■ **Input material**:
┌────────

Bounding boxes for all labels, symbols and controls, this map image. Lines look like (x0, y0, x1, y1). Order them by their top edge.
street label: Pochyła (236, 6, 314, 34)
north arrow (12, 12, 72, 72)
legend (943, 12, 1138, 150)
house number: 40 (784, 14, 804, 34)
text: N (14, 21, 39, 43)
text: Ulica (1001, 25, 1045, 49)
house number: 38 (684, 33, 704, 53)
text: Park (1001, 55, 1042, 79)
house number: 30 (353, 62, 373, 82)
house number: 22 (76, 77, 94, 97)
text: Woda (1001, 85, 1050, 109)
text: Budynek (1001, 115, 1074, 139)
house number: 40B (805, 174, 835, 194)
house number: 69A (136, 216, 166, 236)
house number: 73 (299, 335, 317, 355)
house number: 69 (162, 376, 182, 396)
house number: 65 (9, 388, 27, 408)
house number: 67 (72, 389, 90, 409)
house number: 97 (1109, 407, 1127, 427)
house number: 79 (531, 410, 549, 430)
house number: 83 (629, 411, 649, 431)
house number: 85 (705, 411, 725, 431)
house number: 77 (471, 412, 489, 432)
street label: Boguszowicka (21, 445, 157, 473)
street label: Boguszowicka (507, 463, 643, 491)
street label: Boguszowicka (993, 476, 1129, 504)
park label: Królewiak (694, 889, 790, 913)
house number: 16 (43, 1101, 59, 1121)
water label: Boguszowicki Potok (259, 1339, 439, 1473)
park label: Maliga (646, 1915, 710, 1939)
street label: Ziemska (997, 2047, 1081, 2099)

└────────

■ **Task requirements**:
Go through the data and retype all of it exactly.

■ **Final answer**:
Bounding boxes for all labels, symbols and controls, this map image. Lines look like (x0, y0, x1, y1). Order them by their top edge.
street label: Pochyła (236, 6, 314, 34)
north arrow (12, 12, 72, 72)
legend (943, 12, 1138, 150)
house number: 40 (784, 14, 804, 34)
text: N (14, 21, 39, 43)
text: Ulica (1001, 25, 1045, 49)
house number: 38 (684, 33, 704, 53)
text: Park (1001, 55, 1042, 79)
house number: 30 (353, 62, 373, 82)
house number: 22 (76, 77, 94, 97)
text: Woda (1001, 85, 1050, 109)
text: Budynek (1001, 115, 1074, 139)
house number: 40B (805, 174, 835, 194)
house number: 69A (136, 216, 166, 236)
house number: 73 (299, 335, 317, 355)
house number: 69 (162, 376, 182, 396)
house number: 65 (9, 388, 27, 408)
house number: 67 (72, 389, 90, 409)
house number: 97 (1109, 407, 1127, 427)
house number: 79 (531, 410, 549, 430)
house number: 83 (629, 411, 649, 431)
house number: 85 (705, 411, 725, 431)
house number: 77 (471, 412, 489, 432)
street label: Boguszowicka (21, 445, 157, 473)
street label: Boguszowicka (507, 463, 643, 491)
street label: Boguszowicka (993, 476, 1129, 504)
park label: Królewiak (694, 889, 790, 913)
house number: 16 (43, 1101, 59, 1121)
water label: Boguszowicki Potok (259, 1339, 439, 1473)
park label: Maliga (646, 1915, 710, 1939)
street label: Ziemska (997, 2047, 1081, 2099)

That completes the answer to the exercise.